(Data items)
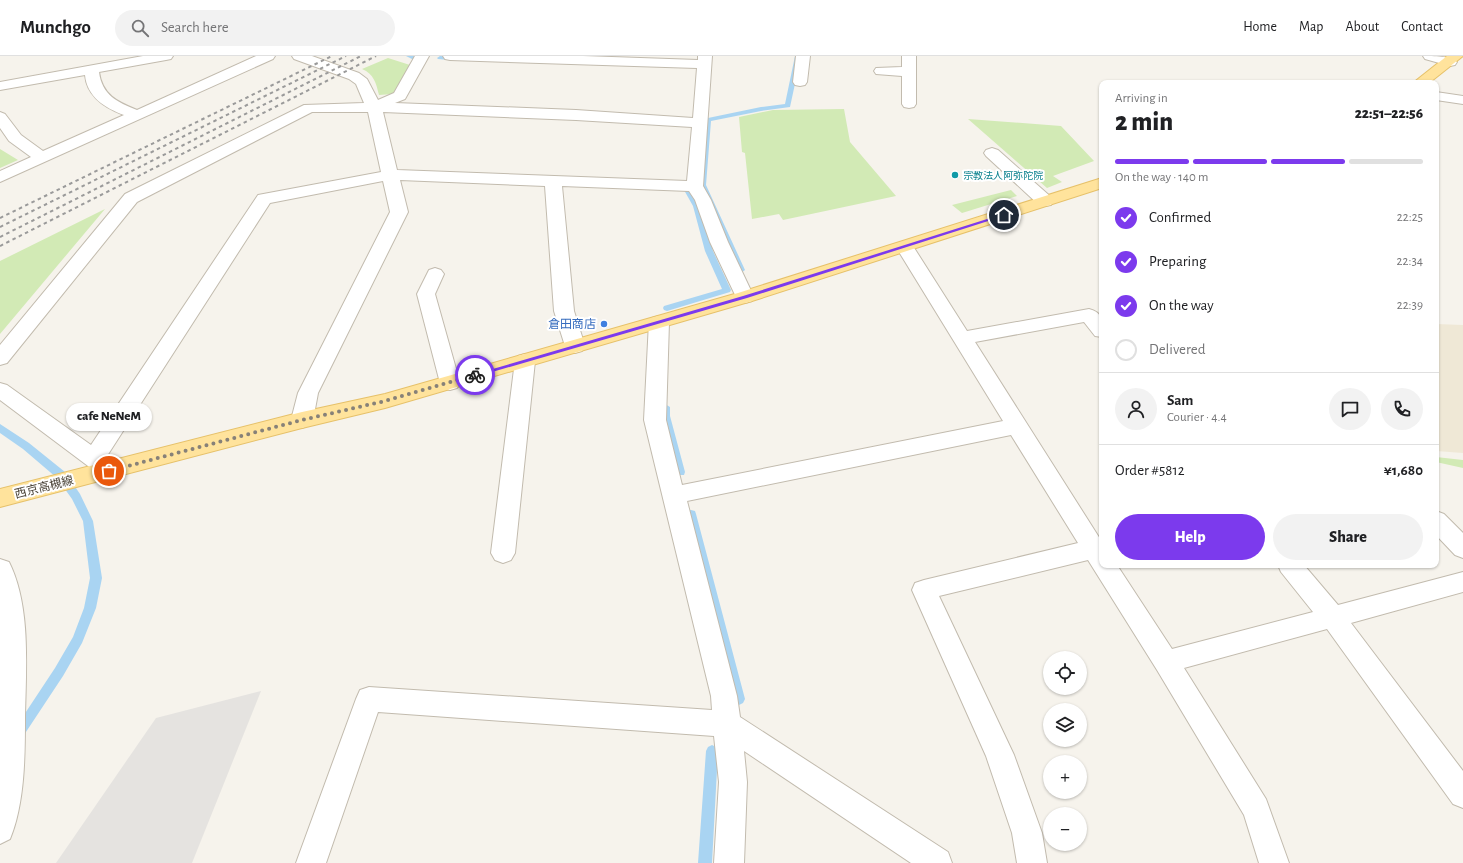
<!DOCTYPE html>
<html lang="en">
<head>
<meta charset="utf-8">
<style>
  :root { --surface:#fff; --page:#f2f2f2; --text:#202124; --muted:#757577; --line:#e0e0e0; --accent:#7c3aed }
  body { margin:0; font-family:"Alegreya Sans","Noto Sans JP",sans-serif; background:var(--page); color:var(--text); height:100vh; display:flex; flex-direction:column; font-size:15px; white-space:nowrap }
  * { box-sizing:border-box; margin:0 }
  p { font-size:13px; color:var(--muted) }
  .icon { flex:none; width:22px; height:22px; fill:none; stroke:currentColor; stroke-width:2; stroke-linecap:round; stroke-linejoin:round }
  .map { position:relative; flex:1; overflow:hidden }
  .sheet { position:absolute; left:1099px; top:24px; width:340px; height:488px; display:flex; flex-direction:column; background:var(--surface); border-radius:8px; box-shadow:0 1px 3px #0004 }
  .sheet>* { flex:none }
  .fabs { position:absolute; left:1043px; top:595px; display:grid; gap:8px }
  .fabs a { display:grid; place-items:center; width:44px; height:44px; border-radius:50%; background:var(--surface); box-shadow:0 1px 3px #0004; font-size:20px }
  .pin { position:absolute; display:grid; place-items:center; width:34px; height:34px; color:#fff; margin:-17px; border:2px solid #fff; border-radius:50%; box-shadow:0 1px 4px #0007 }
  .courier { position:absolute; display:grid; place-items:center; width:40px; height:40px; margin:-20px; border:3px solid #7c3aed; border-radius:50%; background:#fff; color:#222; box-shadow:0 1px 5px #0007 }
  .bubble { position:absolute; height:28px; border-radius:14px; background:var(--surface); box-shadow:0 1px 3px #0004; font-size:13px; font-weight:800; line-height:28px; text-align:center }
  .summary em { font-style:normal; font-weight:800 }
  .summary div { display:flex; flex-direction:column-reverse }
  .summary { display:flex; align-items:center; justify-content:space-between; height:68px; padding:0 16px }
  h1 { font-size:26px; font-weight:800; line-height:30px }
  .bar { display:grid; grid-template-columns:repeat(4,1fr); gap:6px 4px; align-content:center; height:48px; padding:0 16px }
  .bar i { height:5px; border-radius:3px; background:var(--line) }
  .bar .on { background:var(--accent) }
  .bar p { grid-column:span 4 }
  .line { display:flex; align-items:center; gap:10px; padding:0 16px; border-top:1px solid var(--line) }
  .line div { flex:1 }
  .round { display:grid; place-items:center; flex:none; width:42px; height:42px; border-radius:21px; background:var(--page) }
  ol { padding:0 16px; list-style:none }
  li { display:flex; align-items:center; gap:12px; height:44px }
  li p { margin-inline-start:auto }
  li .icon { padding:4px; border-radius:50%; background:var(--accent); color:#fff; stroke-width:4 }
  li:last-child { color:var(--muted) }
  li i { width:22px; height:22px; border:2px solid var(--line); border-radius:50% }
  .action { display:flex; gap:8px; margin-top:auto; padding:8px 16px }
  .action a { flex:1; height:46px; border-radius:24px; background:var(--accent); color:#fff; font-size:16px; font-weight:800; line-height:46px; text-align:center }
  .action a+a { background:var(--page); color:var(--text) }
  header { display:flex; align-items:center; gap:24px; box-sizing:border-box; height:56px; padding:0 20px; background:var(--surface); border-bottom:1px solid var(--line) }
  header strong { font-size:19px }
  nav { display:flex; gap:22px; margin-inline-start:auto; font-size:14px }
  .search { width:280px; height:36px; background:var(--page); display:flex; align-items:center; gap:10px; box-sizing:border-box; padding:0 14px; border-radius:22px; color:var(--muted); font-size:15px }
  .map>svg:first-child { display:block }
  .education { fill:#efe8d6 }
  .green { fill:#d2eab5 }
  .parking { fill:#e5e3e0 }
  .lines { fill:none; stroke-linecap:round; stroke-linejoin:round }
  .stream { fill:#a9d4f2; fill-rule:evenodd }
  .minor-casing { stroke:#c2bbae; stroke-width:2 }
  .major-casing { stroke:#e6c16a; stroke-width:2 }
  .minor { fill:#fff; fill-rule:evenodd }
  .major { fill:#ffe39c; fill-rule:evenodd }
  .rail { stroke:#9a9a9a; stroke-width:2; stroke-dasharray:3.5 3.5; stroke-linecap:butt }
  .route { fill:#7c3aed }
  .done { stroke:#878178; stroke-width:4; stroke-dasharray:0 7.2 }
  .culture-dot { fill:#0f9aa8; stroke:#fff; stroke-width:1.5 }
  .shop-dot { fill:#3f7fe0; stroke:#fff; stroke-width:1.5 }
  .labels { text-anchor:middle; stroke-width:4; stroke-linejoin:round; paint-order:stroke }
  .far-culture-label { font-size:10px; fill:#0d838f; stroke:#fff; text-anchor:start }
  .shop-label { font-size:12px; fill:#366cbe; stroke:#fff; text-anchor:end }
  .street-label { font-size:12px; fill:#4b4439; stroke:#fff }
</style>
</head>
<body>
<header>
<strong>Munchgo</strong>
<div class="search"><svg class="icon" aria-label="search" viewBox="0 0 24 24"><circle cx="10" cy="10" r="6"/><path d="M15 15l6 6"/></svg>Search here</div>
<nav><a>Home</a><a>Map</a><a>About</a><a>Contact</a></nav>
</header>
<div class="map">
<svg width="1463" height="807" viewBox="0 0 1463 807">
  <rect width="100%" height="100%" fill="#f6f3ec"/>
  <!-- education -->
  <path class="education" d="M 1436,268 L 1463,269 L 1463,397 L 1436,395 Z"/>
  <!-- green -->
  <path class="green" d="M 388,2 L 410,9 L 396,35 L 393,38 L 379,39 C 376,27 374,18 362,13 Z
    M 844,53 L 850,86 L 896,140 L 783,164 L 779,158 L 752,163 L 745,97 L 742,96 L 739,61 L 773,54 Z
    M 968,63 L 1061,70 L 1094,105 L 1053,120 L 1062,126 L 1047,132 Z
    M 0,93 L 18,104 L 0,112 Z
    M 1011,134 L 1017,140 L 962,157 L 952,149 Z
    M 105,153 L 0,278 L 0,205 Z
    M 1436,401 L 1463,404 L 1463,412 L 1436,406 Z"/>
  <!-- parking -->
  <path class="parking" d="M 261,635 L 192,807 L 56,807 L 156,662 Z"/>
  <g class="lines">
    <!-- stream -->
    <path class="stream" d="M 406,0 L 415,0 L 417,2 L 414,4 Z
      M 440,0 L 458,1 L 461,3 L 458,5 L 438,3 L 437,2 Z
      M 795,0 L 801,0 L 790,51 L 761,55 L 711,65 L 706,129 L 745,214 L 741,217 L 738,216 L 698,129 L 705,64 L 708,62 L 761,51 L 785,48 Z
      M 685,132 L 691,132 L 701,150 L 713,195 L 731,234 L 730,236 L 667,255 L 664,254 L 663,252 L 664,250 L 722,233 L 705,195 L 693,150 L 684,134 Z
      M 665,348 L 670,351 L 670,360 L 685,416 L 684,419 L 676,419 L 675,416 L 660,360 L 660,351 Z
      M 0,368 L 29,387 L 65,416 L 80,438 L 93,465 L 102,522 L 96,552 L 82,587 L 63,620 L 22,682 L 18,684 L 14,682 L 12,678 L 14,674 L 55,612 L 73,581 L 84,552 L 90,522 L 83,465 L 72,443 L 57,422 L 23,393 L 0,377 Z
      M 691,454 L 695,455 L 696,458 L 745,643 L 743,647 L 739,649 L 735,647 L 733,643 L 686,458 L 687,455 Z
      M 712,689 L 716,691 L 718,695 L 712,807 L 698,807 L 706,695 L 708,691 Z"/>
    <defs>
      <path id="minor" d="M 143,0 L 173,0 L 171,3 L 166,4 L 99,16 C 102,39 117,46 137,54 L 256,0 L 275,0 L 273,3 L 0,126 L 0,115 L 31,101 L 9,85 L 0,72 L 0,56 L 5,58 L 21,79 L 43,95 L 124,59 C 105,52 87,41 85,19 L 0,34 L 0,26 Z
        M 292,0 L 312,0 L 359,17 L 367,23 L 378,44 L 394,37 L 415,0 L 429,0 L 405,43 L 395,47 L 576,54 L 693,62 L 697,12 L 450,4 L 445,3 L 443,0 L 583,0 L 698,4 L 698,0 L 712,0 L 703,130 L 711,144 L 728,186 L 754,241 L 752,245 L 745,247 L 738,245 L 736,241 L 710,186 L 695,144 L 689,135 L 562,130 L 574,255 L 585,290 L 582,295 L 575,297 L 568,295 L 565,290 L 554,255 L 545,130 L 400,124 L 408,156 L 318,337 L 313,364 L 309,369 L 302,372 L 295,369 L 291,364 L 298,337 L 390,156 L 383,125 L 270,147 L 107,400 L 112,404 L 115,410 L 112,416 L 104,418 L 96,416 L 0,344 L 0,327 L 7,329 L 91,389 L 258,139 L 381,116 L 368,56 L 312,56 L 137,146 L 7,307 L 0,309 L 0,289 L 125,138 L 304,49 L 364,47 L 356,28 L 349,23 L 294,3 ZM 383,56 L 576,64 L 692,71 L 687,125 L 397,114 Z
        M 796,0 L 810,0 L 807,26 L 805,29 L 800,30 L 795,29 L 793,26 Z
        M 902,0 L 916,0 L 916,48 L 914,51 L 909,52 L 904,51 L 902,48 L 902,20 L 876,18 L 874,15 L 876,12 L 902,11 Z
        M 1423,0 C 1433,0 1451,0 1457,6 L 1455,9 L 1450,10 L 1425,3 Z
        M 1436,36 L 1463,40 L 1463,48 L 1436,44 Z
        M 992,92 L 998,94 L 1051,141 L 1053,145 L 1051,149 L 1045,150 L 1039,149 L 986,100 L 984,97 L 986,94 Z
        M 905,186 L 911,187 L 967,275 L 1089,253 C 1105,257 1102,268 1102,281 L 1095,280 L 1084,266 L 975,286 L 1102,486 L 1102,509 L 1117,509 L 1172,593 L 1313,556 L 1281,516 L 1278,509 L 1304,509 L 1338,549 L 1463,516 L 1463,536 L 1351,567 L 1463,715 L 1463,752 L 1453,748 L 1327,573 L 1184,612 L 1266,743 L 1289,807 L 1259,807 L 1244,759 L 1157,614 L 1088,504 L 939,540 L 1014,699 L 1042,777 L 1047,807 L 1017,807 L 1012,777 L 986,700 L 912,534 L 915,527 L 924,524 L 1078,487 L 1011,379 L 687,445 L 737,640 L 740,661 L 948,796 L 952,807 L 911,807 L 744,695 L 747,726 L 744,807 L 714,807 L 719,726 L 714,680 L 378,656 L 326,807 L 296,807 L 356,643 L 360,634 L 369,631 L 712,654 L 711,640 L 644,364 L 649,266 L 652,262 L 659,260 L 666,262 L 669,266 L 666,364 L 682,429 L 1003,365 L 896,191 L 899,187 Z
        M 435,212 L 441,214 L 444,218 L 435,238 L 460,327 L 457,332 L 450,334 L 443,332 L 440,327 L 417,238 L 429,214 Z
        M 525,298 L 532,300 L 535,305 L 515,497 L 511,504 L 503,507 L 495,504 L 491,497 L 515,305 L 518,300 Z
        M 1436,455 L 1444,458 L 1463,477 L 1463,502 L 1455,499 L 1436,479 Z
        M 0,503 L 9,506 C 31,550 26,611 25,660 C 25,698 25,747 10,783 L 0,788 Z"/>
      <path id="major" d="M 1447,0 L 1463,0 L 1429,27 L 1413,27 Z
        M 1102,122 L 1102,132 L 752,245 L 385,352 L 302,372 L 0,451 L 0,433 L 302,356 L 385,338 L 738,237 Z"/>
    </defs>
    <!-- minor casing -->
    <use href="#minor" class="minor-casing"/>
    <!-- major casing -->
    <use href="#major" class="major-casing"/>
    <!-- minor -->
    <use href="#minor" class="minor"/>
    <!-- major -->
    <use href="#major" class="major"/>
    <!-- rail -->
    <path class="rail" d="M 0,162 L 332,0
      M 0,171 L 346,0
      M 0,181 L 361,0
      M 0,190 L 376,0"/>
  </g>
  <!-- route -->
  <path class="route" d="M 1003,158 L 1007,159 L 747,242 L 475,321 L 472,319 L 743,240 Z"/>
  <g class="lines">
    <!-- done -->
    <path class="done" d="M 109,415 L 302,364 L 385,345 L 475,319"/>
  </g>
  <!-- markers -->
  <circle class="culture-dot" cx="955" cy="119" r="4"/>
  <circle class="shop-dot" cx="604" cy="268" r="4"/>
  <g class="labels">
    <!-- far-culture labels -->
    <g class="far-culture-label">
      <text x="963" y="123">宗教法人阿弥陀院</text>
    </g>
    <!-- shop labels -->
    <g class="shop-label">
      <text x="596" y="272">倉田商店</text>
    </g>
    <!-- street labels -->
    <g class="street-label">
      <text transform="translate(44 431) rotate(-14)" y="4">西京高槻線</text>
    </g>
  </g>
</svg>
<div class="fabs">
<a><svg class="icon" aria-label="locate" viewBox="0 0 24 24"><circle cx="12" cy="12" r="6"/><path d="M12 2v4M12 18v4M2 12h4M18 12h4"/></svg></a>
<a><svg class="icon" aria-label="layers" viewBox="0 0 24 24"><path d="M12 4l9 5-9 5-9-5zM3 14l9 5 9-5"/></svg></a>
<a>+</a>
<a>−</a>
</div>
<div class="pin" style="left:109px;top:415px;background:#ea580c"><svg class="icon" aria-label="bag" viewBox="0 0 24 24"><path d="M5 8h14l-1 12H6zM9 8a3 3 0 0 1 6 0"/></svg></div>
<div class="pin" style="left:1004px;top:159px;background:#1f2937"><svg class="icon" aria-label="home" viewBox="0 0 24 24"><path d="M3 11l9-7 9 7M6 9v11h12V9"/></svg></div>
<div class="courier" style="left:475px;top:319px"><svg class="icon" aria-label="bike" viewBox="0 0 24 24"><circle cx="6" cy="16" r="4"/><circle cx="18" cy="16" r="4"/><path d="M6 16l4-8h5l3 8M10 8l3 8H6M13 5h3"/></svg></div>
<div class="bubble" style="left:66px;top:347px;width:86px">cafe NeNeM</div>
<section class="sheet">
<div class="summary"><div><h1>2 min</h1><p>Arriving in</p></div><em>22:51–22:56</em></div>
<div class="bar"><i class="on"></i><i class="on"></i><i class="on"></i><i></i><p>On the way · 140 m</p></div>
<ol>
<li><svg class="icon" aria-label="check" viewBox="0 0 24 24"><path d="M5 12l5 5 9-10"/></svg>Confirmed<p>22:25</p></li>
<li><svg class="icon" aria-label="check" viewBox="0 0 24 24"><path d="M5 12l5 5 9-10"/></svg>Preparing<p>22:34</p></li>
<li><svg class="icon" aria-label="check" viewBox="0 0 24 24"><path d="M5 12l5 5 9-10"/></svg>On the way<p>22:39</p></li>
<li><i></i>Delivered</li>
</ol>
<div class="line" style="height:72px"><a class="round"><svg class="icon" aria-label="person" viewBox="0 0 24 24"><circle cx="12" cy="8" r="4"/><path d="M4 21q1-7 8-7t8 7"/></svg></a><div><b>Sam</b><p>Courier · 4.4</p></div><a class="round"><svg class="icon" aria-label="chat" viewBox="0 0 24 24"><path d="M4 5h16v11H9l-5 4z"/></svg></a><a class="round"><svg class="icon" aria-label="phone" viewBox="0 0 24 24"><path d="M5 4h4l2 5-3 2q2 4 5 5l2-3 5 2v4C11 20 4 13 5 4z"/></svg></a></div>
<div class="line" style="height:52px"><div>Order #5812</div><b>¥1,680</b></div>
<div class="action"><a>Help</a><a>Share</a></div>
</section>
</div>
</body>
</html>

### Task description
Copy out every line of the entries where the string "strong" shows up.

### Solution for this problem
  header strong { font-size:19px }
<strong>Munchgo</strong>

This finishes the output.